The Dress at Museum Kaap Skil in May 2016

The Dress at Museum Kaap Skil in April 2023, photo by Koen de Wit

When in 2016 the news came out about a spectacular textile find, I made a blogpost about it right away: 'Such wonderful news today, I have been captivated by it all day. It sounds like a treasure hunt, the researches themselves say it is like finding something in a hidden room, but it is even better.
In August 2014 divers found textile near a known ship wreck in the Wadden Sea near Texel in The Netherlands. Among the textile finds are a near perfect silk dress, an embroidered etui and never worn stockings. The spectacular news of the find was kept secret till now, so researches had time to explore and make sure what the find was. It now turns out that the ship wreck is dated to be built around 1600. The ship is made of boxwood and by using the tree rings they are pretty sure about this dating. Among the finds is a Jacobs staff, a tool for navigation, with the date '1636' written on it. So these clothing found by the divers are from beginning of the 17th century. That means they were laying on the bottom of the sea for 400 years. One of the divers says in a clip online: "Normally you only read history and now we added something to it"'
To read to full blogpost, go to 'Firm Lady'.
The found sea treasures were on display for one month, before they moved back from Texel to the main land for further research and time to solve important conservation issues. In May of 2016 we went to the Museum Kaap Skil to see The Dress and the other objects. While the dress was impressive then, it was even more impressive 7 years later. 
The Dress and the other objects returned after much research, problems with the divers, who didn't give all the objects right away as was promised, and more research on how to display the objects safely. In a three part docu series 'De jurk en het scheepswrak' {The Dress and the shipwreck} all this leading up towards the final opening at the Museum Kaap Skil is wonderfully shown. It also provides more insights on who the owner, or better wearer of the objects might have been. Only women clothing were found and many objects, like a mirror with comb, suggest it was either going to be a gift, or the wearer was onboard. However due to how it was brought to the surface and since the shipwreck has not been further salvaged, much remains a mystery. So in the permanent exhibition at Kaapskil not much info is shared. Some short videos from different researchers, but no in-depth info. Partly because it is not there and partly I guess to keep it open for later finds. 
Our first holiday of this year, we went camping on Texel so we could go see the dress again. The museum made a special exhibition space to showcase the shipwreck objects, but also updated their other permanent exhibition in which they highlight seafinds according to the different continents with much room for colonial history - really greatly done. 
A must visit, both will be on display for a long time, that is if the special build oxygen free display of The Dress does its work correctly, so go and see!

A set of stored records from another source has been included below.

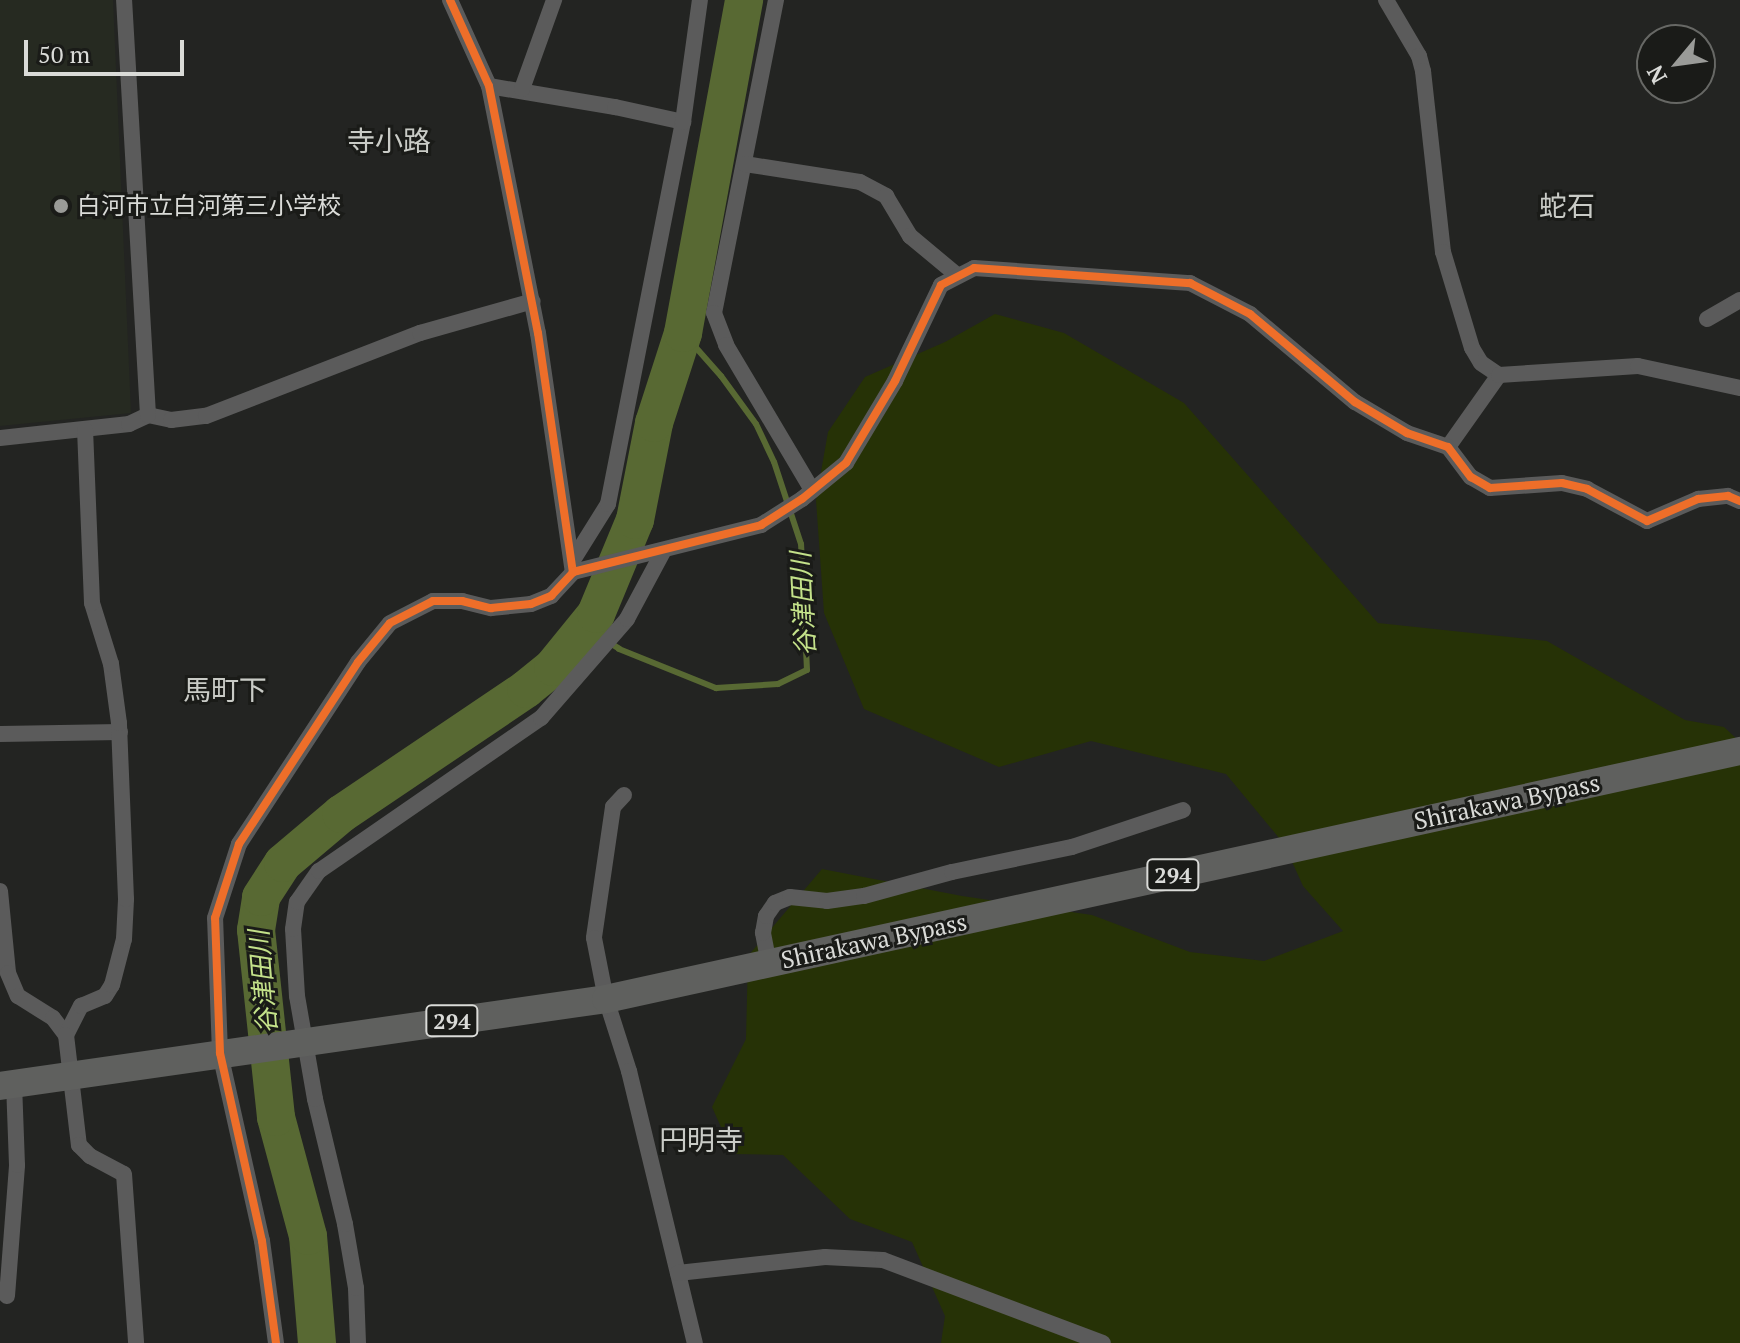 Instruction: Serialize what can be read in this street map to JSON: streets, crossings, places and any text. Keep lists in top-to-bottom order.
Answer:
{
  "streets": {
    "highway": ["Shirakawa Bypass", "294"]
  },
  "districts": [
    "寺小路",
    "蛇石",
    "馬町下",
    "円明寺"
  ],
  "water": ["谷津田川"],
  "places": ["白河市立白河第三小学校"],
  "scale_bar": "50 m",
  "north": "bottom left"
}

'Wearing Batik is showing who you are', Wereldverhaal/worldstory for NMvW by me

During our camping trip, my two world stories on Batik got published. One focusses on the making: Worldwide loved and worn but how is Batik made with many photos by me on the making process, next to great images & batiks from the Nationaal Museum voor Wereldculturen/Wereldmuseum. And the other part is on the wearer of Batik; Wearing Batik is showing who you are. Both are in Dutch, but I included many wonderful images, so go check it out!

On the 3 of May I was invited to share on the development of Batik in the 19th century during the webinar on Batik organised by Museum Het Schip. You can watch it back here. Next to the development of Batik, I share also a little bit on the wearers and what stories, even sometimes different historical facts these wearers give us. Watch it back here


For more online content, I want to recommend 'Front and (Off-)Centre: Fashion and Southeast Asia'. I didn't have time to send something in myself, don't know if I would have made it in the program, but there were so many great talks. Spread over two days, 5 & 6 May, Southeast Asian fashion was discussed from a historical point of view, from a more recent past and a longer time ago, zoomed in on modern developments in fashion and there was even room for sustainability activism. It was wonderful to see such a divers group of {new) researchers from Southeast Asia reflecting themselves on Southeast Asian Fashion. A go watch, you find all the recordings here 'Front and (Off-)Centre: Fashion and Southeast Asia'.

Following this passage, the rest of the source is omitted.